Visite historique
L’Allemagne n’est pas la seule à tenter de normaliser ses relations avec les dirigeants syriens. Les États-Unis s’efforcent également d’établir des liens avec les anciens jihadistes. Cela permet une visite historique après 80 ans.
Le président syrien par intérim Ahmed al-Sharaa est arrivé aux États-Unis pour une visite historique. L’agence de presse officielle syrienne a rapporté cela après que les États-Unis ont retiré vendredi l’ancien djihadiste de leur liste terroriste. Al-Sharaa sera accueilli lundi à la Maison Blanche par le président américain Donald Trump – son voyage sera la première visite officielle d’un chef d’État syrien aux États-Unis depuis près de 80 ans.

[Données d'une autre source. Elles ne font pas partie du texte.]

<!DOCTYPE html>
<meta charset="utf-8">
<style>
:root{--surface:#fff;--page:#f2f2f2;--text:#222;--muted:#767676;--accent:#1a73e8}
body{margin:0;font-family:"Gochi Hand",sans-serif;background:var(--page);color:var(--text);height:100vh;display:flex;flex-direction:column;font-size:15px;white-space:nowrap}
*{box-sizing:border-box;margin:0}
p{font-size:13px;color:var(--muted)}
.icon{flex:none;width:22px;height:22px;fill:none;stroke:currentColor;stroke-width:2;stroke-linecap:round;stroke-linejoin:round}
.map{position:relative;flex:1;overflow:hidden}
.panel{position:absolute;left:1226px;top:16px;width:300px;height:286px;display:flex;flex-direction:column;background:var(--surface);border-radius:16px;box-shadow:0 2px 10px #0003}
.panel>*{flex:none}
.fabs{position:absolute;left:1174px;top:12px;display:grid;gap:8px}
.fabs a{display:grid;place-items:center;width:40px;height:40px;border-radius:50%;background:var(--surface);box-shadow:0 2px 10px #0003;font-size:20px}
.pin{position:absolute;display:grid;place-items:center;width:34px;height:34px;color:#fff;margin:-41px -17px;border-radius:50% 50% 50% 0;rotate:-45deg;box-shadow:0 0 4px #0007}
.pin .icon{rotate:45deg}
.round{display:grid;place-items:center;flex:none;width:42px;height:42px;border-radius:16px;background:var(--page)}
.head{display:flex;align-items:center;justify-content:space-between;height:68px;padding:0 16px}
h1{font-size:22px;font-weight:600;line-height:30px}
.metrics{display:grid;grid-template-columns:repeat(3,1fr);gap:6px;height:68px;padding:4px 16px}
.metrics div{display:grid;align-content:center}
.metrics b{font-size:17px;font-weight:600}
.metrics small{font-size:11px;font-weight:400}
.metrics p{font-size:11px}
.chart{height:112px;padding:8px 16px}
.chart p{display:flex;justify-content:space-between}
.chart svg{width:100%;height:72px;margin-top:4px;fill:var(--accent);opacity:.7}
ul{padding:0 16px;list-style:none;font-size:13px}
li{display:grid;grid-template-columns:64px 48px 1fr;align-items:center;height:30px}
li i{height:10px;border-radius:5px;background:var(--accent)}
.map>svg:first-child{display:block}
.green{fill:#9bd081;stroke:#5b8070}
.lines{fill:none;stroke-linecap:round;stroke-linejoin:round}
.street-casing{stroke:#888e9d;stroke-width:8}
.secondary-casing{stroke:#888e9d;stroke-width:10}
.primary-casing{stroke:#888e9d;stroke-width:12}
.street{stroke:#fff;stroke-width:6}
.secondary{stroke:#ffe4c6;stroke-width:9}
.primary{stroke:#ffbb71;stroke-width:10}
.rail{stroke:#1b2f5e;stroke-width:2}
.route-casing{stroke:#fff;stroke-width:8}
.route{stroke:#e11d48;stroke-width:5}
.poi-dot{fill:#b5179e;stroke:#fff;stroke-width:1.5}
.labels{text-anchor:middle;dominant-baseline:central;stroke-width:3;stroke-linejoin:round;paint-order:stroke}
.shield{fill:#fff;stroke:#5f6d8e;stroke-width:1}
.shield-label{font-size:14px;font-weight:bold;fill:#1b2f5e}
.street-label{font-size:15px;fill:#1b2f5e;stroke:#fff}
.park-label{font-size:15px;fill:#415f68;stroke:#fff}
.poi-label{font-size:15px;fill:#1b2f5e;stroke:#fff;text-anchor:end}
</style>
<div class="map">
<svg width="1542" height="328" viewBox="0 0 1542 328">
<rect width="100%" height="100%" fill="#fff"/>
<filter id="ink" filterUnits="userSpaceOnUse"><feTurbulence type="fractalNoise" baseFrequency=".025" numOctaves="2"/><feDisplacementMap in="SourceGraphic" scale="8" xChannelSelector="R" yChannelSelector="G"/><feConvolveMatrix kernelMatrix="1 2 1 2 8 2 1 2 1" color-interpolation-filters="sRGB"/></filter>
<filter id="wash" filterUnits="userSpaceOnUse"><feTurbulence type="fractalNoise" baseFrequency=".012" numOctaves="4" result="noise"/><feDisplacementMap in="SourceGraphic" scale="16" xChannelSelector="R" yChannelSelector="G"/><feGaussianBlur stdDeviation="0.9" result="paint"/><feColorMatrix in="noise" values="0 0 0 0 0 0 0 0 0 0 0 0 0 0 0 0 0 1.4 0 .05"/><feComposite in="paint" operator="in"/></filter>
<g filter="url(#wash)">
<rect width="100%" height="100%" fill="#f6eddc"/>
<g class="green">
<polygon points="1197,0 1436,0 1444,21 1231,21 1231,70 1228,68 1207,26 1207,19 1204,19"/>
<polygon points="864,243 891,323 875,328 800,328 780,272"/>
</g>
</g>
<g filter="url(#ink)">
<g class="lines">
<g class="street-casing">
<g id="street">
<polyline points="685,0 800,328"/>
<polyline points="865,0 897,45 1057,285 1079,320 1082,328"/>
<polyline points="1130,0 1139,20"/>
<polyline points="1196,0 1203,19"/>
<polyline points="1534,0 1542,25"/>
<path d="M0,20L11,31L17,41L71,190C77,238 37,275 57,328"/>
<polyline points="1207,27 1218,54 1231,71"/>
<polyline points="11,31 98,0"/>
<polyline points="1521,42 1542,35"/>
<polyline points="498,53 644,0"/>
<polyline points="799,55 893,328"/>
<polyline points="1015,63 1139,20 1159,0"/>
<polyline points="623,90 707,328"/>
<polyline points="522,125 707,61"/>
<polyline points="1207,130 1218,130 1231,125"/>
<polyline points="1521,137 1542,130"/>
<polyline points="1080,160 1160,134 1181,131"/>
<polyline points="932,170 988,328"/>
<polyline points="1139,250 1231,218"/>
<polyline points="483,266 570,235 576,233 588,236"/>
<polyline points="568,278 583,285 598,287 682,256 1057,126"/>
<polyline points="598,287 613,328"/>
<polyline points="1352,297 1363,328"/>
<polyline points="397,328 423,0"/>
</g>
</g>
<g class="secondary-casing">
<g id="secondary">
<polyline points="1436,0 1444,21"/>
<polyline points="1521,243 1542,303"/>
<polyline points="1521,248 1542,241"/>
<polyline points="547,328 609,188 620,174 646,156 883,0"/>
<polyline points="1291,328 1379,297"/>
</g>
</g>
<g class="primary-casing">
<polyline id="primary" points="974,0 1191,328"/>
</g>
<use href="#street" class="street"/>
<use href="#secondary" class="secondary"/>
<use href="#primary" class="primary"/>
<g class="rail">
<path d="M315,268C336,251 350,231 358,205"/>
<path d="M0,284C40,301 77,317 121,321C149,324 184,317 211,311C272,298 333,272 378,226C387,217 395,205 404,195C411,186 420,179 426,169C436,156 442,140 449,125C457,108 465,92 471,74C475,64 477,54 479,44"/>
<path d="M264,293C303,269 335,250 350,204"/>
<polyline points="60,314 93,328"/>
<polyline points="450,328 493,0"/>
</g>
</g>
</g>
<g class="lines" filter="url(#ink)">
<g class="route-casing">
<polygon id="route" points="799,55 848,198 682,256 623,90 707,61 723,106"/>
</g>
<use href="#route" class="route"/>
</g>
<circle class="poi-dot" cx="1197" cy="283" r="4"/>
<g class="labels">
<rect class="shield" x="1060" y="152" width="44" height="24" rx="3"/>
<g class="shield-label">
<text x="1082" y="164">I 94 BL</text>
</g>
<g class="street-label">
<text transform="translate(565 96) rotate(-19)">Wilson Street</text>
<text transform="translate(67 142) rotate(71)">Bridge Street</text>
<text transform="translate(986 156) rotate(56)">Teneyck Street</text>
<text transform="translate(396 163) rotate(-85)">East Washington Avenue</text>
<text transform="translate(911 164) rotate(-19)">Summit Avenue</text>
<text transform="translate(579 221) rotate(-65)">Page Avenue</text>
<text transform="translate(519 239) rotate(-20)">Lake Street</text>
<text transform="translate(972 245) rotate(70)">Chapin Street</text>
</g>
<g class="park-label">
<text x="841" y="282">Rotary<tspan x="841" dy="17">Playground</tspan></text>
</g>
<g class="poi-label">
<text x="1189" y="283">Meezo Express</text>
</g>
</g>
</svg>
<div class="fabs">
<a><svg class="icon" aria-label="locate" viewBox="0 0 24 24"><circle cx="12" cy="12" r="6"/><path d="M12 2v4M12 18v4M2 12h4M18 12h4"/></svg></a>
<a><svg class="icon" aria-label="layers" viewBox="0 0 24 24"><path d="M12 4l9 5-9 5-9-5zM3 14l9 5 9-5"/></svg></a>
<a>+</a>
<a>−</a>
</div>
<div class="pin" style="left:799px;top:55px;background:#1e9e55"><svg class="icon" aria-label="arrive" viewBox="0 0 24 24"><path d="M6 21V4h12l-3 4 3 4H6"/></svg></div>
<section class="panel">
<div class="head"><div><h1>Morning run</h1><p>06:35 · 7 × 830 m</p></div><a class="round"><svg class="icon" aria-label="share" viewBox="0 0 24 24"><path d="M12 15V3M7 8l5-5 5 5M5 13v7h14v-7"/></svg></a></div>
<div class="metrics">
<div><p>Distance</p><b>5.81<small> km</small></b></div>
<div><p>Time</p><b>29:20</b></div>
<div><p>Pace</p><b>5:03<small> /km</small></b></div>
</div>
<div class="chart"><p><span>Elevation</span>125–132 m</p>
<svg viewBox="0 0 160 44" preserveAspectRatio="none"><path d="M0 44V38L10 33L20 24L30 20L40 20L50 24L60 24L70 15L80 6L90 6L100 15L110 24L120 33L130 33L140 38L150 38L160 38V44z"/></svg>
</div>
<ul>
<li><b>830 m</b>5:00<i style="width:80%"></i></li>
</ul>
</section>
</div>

Les deux parties ont des attentes concrètes concernant la réunion : selon l’envoyé américain pour la Syrie, Tom Barrack, al-Sharaa devrait signer lors de sa visite un accord sur l’entrée de la Syrie dans la coalition internationale dirigée par les États-Unis pour lutter contre la milice jihadiste État islamique (EI).
Le ministère syrien de l’Intérieur a déclaré samedi avoir arrêté 71 suspects lors de 61 raids dans le cadre d’une « campagne proactive » contre « la menace posée par l’EI », a rapporté l’agence de presse officielle syrienne Sana. Entre autres choses, des opérations ont eu lieu à Alep, Idlib et Damas.
Selon des diplomates, les États-Unis envisagent également d’établir une base militaire près de Damas, la capitale syrienne. Cela devrait servir à « coordonner l’aide humanitaire » et à « surveiller les développements entre la Syrie et Israël », indique-t-il.
Appréciation internationale
En plus de gagner en prestige en accueillant un chef d’État syrien à la Maison Blanche pour la première fois dans l’histoire de la Syrie moderne, Al-Sharaa espère en revanche des engagements financiers pour la reconstruction de son pays détruit par 13 ans de guerre civile. Dans une estimation prudente d’octobre, la Banque mondiale estime le coût à au moins 216 milliards de dollars américains (près de 187 milliards d’euros).
Le voyage d’Al-Sharaa à Washington est le deuxième voyage de l’ancien djihadiste aux États-Unis en tant que chef d’État par intérim de la Syrie. En septembre, il est devenu le premier président syrien à prendre la parole lors du débat général de l’Assemblée générale des Nations Unies à New York. Le Conseil de sécurité de l’ONU a levé jeudi les sanctions contre al-Sharaa. Cela signifie qu’il n’a plus besoin d’une exemption pour voyager à l’étranger.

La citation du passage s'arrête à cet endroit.